Ensuring privacy in next-gen room occupancy sensing
This entry was posted on Monday, February 27th, 2017.
Lensless smart sensors (LSS) are a novel method of sensing. The technology combines a standard CMOS sensor such as those found in focused and defocused cameras, but replaces the lens with an extremely small anti-phase binary diffractive grating. This grating sits in the optical path, with light passing through it intelligently spread onto the low-resolution CMOS sensing element below it.
LSS does not capture focused images. LSS also does not capture purposely de-focused images. Rather, it creates what is called the ‘blob’ domain, which is a series of point spread functions (PSF) of light. An example of a single PSF is shown in Figure 2.
A collection of PSFs (‘blob’ domain) is shown in Figure 3, demonstrating the native output of the LSS sensor. For room occupancy applications, Rambus uses multiple apertures on the sensor.
For example, Figure 3, which was captured using the POD 2.0 LSS demonstration system, employs two apertures. Figure 4 is a focused image (taken with a mobile phone) of the scene the LSS sensor captured in Figure 3.
While the blob data from Figure 3 may appear to be a meaningless light pattern, it is in fact all the light from the scene captured through the LSS grating. Using custom-designed sensing algorithms (a visualization is provided in Figure 5, though not of the same scene), LSS can detect and isolate motion within specific areas of the FOV and identify the number of occupants and their locations. This is accomplished without ever forming a human- recognizable image anywhere in the processing chain.
Clearly, lensless smart sensors address the real-world privacy issues that focused and defocused cameras are burdened with. LSS technology captures scenes at very low resolutions, sometimes as low as 320 x 320 pixels. Although methods do exist to (somewhat) reconstruct images from native LSS blob data, the quality of the reconstruction is far below that of even the lowest quality focusing camera.

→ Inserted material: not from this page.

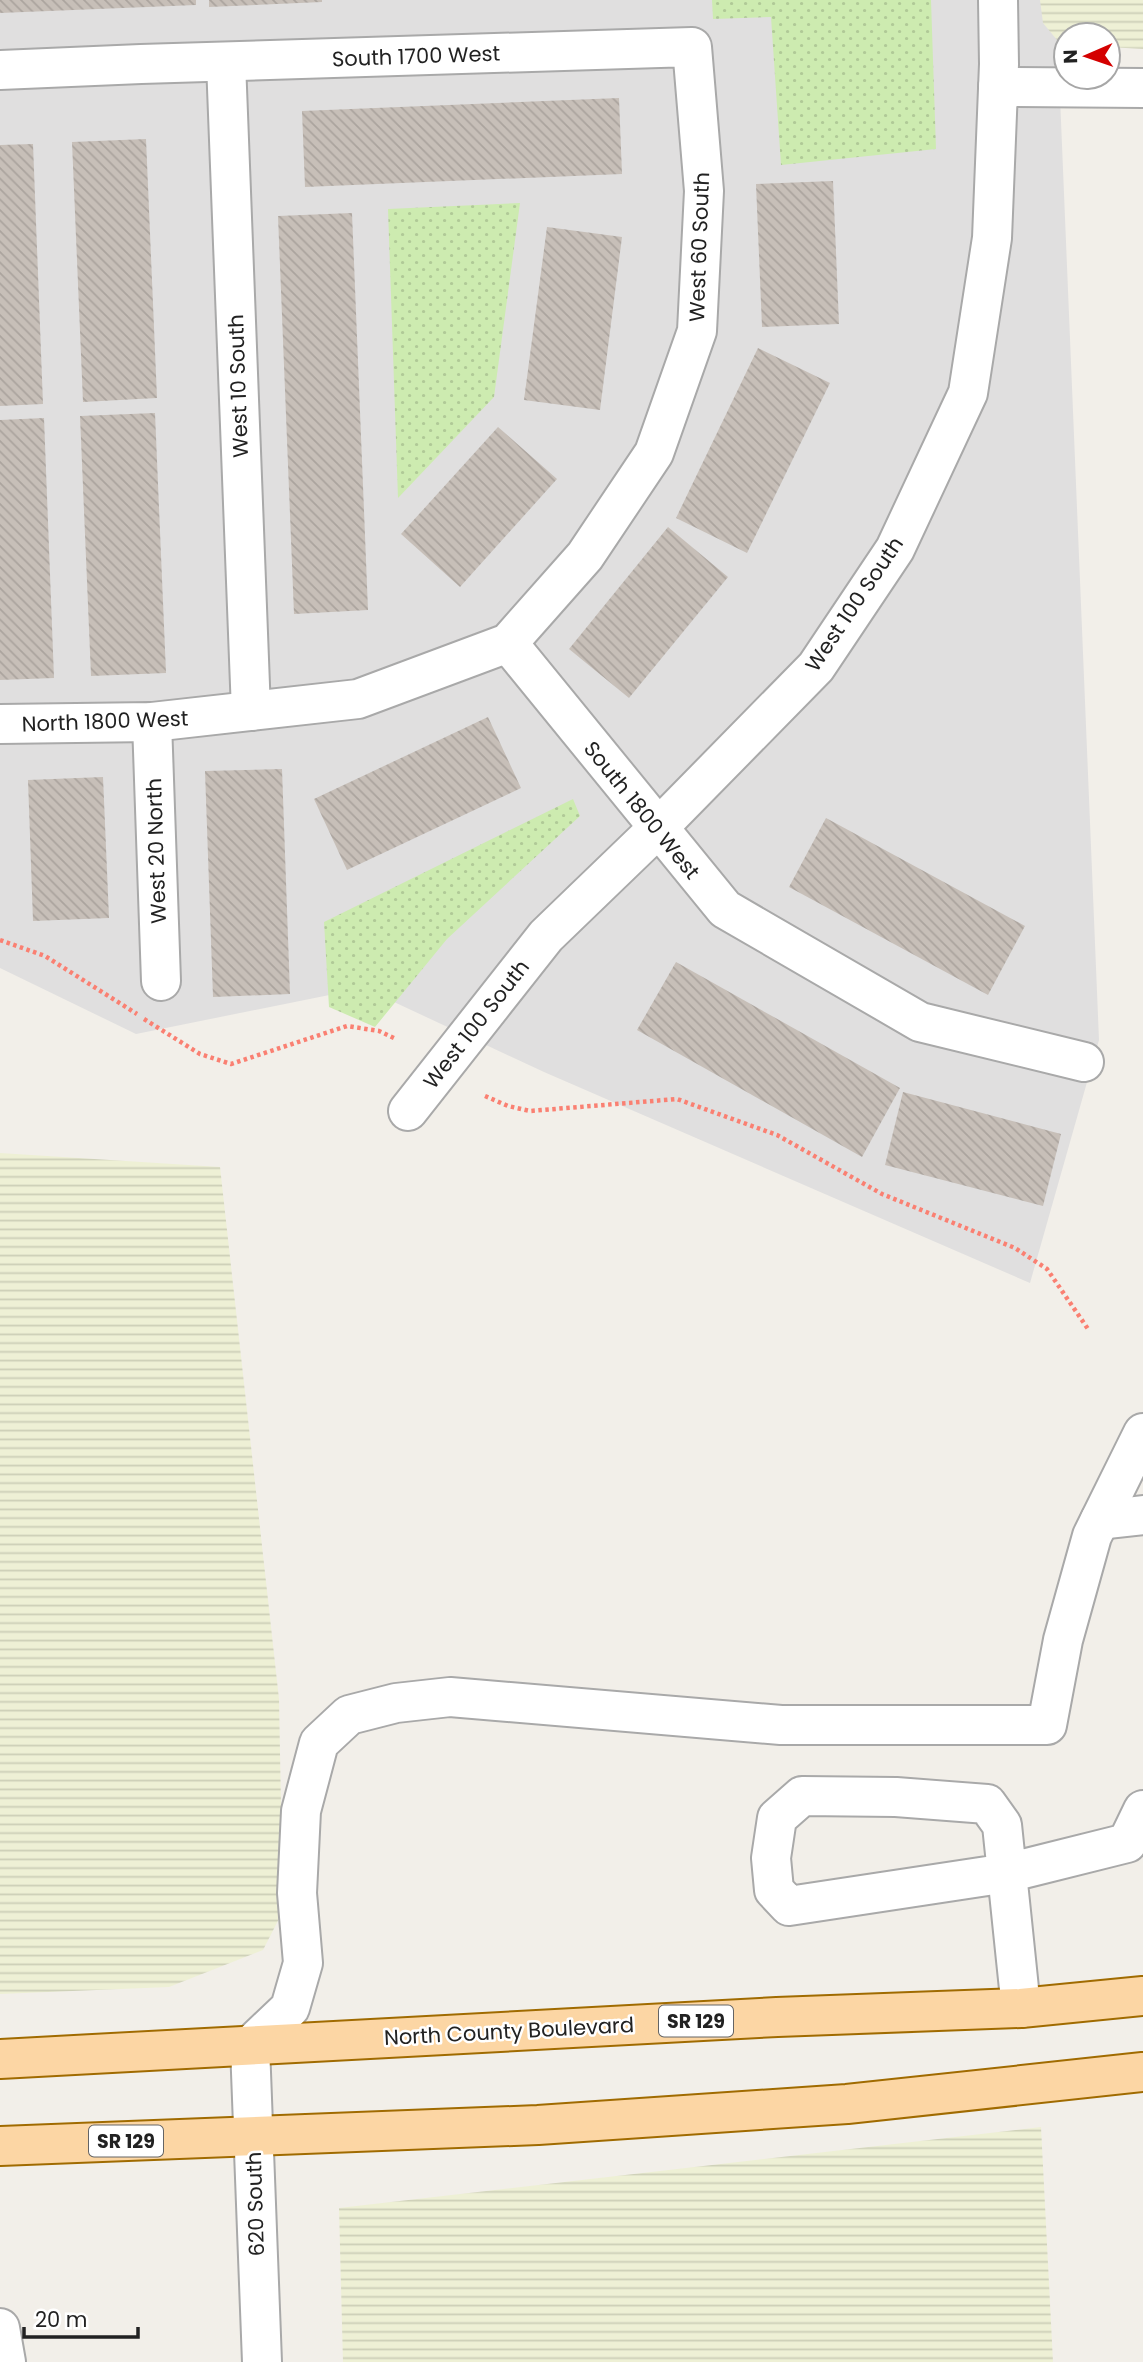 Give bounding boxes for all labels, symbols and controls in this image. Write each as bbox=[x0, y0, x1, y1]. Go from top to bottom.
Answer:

Additionally, the reverse engineering effort would be substantial and rely heavily on source LSS design data which Rambus does not publicly disclose. Perhaps most importantly, all processing can and should be executed at the local sensor level, with blob data never outputted or saved. These steps further reduce the level of privacy risks, making LSS a viable solution that can be deployed in both public and private smart buildings.